RELATED: Pineapple Smoothie

15. Plums

Available between May to October, plums are a tasty summer fruit. They’re a type of stone fruit, meaning they’re related to nectarines, peaches, apricots, and cherries.

The flavor of a plum depends on the variety. It can range between sweet and tart, but often, it’s sweet with some sour notes. When used in smoothies or desserts, it’s delicious on its own or with other stone fruits.

Key nutrients in plums include vitamin C, vitamin A, and vitamin K. They also contain potassium, which promotes healthy blood pressure.

16. Radish

Radishes are in season from March to May. They’re cruciferous vegetables, so they’re in the same family as vegetables like kale, cauliflower, broccoli, bok choy, and arugula.  
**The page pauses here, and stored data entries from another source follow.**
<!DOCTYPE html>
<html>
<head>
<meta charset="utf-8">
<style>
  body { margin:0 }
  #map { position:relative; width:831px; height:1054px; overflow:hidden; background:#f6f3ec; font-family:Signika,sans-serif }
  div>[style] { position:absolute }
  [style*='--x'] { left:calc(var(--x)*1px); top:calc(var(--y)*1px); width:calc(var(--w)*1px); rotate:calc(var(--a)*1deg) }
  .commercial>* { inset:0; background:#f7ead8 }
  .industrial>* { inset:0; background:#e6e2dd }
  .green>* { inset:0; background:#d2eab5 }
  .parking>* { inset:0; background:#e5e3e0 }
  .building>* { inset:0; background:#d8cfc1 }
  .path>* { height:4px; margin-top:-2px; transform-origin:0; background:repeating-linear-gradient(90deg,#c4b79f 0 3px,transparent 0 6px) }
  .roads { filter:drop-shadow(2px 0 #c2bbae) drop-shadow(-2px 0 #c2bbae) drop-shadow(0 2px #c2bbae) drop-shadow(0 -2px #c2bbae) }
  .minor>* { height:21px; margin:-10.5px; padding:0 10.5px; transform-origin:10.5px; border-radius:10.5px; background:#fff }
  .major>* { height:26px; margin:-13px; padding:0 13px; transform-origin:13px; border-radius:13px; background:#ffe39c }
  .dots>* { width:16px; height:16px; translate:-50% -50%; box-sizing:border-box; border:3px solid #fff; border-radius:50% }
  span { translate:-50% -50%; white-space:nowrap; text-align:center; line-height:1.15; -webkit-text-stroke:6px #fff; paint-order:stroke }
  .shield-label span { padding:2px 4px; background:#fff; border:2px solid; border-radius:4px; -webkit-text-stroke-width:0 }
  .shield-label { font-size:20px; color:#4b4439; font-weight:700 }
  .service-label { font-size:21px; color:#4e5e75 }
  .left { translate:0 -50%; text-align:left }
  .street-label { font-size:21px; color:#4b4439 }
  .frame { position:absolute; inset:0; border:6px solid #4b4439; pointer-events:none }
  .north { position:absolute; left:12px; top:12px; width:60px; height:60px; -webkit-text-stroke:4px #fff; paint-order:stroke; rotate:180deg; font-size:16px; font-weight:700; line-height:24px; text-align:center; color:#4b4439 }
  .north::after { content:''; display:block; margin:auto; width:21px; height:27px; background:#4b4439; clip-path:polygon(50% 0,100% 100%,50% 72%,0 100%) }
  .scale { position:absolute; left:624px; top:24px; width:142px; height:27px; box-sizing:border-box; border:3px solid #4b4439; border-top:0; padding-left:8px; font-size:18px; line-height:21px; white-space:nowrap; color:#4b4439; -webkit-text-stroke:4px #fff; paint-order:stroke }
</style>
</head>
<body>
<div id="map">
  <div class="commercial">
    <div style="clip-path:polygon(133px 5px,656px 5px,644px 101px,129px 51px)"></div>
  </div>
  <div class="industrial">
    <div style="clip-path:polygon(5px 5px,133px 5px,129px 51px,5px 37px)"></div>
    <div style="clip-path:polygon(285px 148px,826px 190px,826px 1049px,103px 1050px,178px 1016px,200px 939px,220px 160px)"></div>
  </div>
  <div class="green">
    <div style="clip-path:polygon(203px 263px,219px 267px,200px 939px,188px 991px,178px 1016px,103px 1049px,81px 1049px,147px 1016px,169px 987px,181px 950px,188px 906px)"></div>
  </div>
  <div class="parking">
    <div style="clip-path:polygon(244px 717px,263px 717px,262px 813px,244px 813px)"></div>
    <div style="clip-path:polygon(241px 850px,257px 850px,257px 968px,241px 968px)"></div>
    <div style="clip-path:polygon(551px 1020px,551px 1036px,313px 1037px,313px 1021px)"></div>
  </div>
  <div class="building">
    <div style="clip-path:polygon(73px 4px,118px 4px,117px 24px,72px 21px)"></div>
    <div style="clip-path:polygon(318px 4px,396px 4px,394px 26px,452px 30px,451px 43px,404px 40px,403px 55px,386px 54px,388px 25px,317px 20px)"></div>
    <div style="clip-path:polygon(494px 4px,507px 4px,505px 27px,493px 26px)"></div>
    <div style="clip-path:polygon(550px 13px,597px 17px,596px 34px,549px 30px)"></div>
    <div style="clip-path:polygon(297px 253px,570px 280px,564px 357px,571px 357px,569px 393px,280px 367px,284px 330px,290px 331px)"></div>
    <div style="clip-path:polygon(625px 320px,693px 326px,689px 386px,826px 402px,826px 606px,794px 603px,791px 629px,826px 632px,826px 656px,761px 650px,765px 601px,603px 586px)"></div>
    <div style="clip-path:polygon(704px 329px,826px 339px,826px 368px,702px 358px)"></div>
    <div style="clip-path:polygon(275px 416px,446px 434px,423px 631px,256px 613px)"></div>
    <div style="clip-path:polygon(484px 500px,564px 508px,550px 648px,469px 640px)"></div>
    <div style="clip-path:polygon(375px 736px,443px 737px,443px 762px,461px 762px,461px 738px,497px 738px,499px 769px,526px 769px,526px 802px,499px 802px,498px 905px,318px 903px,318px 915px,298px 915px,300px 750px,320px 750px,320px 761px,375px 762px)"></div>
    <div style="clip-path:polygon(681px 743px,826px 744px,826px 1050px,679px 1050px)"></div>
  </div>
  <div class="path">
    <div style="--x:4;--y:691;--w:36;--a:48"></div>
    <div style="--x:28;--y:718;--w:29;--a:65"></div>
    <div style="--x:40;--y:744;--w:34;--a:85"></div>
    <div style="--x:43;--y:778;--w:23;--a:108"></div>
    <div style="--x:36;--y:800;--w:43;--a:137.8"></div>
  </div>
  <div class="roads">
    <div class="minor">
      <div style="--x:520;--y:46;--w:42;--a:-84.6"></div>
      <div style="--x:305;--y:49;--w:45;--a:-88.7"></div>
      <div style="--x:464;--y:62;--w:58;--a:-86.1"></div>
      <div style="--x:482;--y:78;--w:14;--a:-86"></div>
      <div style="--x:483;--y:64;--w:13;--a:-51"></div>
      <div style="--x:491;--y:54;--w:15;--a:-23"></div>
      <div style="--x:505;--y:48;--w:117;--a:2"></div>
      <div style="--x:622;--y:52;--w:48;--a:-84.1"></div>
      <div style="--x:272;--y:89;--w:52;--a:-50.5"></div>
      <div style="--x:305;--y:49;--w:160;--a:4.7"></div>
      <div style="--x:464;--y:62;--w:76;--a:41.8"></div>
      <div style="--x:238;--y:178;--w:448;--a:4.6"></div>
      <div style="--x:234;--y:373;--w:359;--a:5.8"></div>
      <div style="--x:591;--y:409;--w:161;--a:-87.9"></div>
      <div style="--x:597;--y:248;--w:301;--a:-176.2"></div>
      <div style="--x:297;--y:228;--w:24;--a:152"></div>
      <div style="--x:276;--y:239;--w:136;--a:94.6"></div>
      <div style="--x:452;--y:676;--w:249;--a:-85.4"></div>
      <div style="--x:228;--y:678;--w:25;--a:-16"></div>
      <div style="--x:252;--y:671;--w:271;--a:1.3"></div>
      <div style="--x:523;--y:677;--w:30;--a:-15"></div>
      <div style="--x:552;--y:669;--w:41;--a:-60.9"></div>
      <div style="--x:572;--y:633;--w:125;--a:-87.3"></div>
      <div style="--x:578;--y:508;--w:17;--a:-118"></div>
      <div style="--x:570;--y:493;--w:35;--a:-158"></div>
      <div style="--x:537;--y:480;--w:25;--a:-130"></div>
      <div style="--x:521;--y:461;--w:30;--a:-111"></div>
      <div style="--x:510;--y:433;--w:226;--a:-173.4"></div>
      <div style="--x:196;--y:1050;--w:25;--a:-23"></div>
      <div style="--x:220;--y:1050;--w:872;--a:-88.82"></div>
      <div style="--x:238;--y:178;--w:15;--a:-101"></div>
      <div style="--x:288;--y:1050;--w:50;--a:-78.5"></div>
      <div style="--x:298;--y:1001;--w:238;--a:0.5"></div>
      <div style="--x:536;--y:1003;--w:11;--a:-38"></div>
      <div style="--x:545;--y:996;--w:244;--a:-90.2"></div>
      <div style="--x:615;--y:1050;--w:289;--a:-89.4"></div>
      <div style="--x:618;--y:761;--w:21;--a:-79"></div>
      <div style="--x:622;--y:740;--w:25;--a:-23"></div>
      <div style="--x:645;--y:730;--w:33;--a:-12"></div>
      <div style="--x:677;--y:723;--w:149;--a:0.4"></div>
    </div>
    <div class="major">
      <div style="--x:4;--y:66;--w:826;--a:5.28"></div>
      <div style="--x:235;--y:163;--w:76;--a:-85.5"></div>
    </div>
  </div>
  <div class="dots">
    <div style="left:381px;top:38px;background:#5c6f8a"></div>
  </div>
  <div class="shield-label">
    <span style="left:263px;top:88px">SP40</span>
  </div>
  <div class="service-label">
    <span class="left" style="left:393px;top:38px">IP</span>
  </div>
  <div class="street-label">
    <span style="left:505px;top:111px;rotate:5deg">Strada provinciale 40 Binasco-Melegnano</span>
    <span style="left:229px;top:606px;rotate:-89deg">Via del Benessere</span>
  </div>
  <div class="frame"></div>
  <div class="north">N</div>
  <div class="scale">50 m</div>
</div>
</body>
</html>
Due to their crunchy texture, radishes are ideal for snacking and fresh salads. Plus, their peppery flavor makes them good for spicing up recipes.

Cruciferous vegetables like radishes provide glucosinolates, which are powerful antioxidants. Other nutrients in radishes include calcium and potassium.

RELATED: Radish Rose Tea Sandwiches

17. Ramps

Ramps are in season during April and May. They’re also known as wild leeks and related to spring onions. Because of this, their flavor is like a combination of onions and garlic.

Typically, ramps are foraged or gathered from the outdoors. You can use ramps just like you would other onions, leeks, or garlic. When cooked, they work well in sauces, salads, or simple side dishes.

Vitamins C, A, and K are just some examples of nutrients in ramps. They also contain manganese, a nutrient that supports the thyroid.

18. Rhubarb

Rhubarbs are pink stalks. They’re technically vegetables, though they’re usually used as fruits. That’s because they become sweet when cooked.

In season from April through June, rhubarbs are often paired with strawberries. Important nutrients in rhubarbs include fiber, vitamin K, vitamin C, and calcium.

19. Strawberry

The month of May falls within strawberry season, which starts in February and ends in July. They peak in June in most parts of the U.S.

Botanically speaking, strawberries aren’t true berries. It’s actually made of many tiny fruits. However, due to its flavor profile and how it’s often used, strawberries are called berries.

Strawberries are amazing sources of vitamin C. They contain fiber, antioxidants, iron , and magnesium too.

RELATED: Strawberry Milkshake

20. Vidalia Onion

A sweet onion variety, Vidalia onions are in season between March and June. They have a less pungent, sharp flavor than other onions because they contain less sulfur.

Vidalia onions look like yellow onions, but they’re actually different. But you can use Vidalia onions like you would any other variety.

When used in recipes, Vidalia onions add essential nutrients like vitamin C, folate, fiber, and calcium.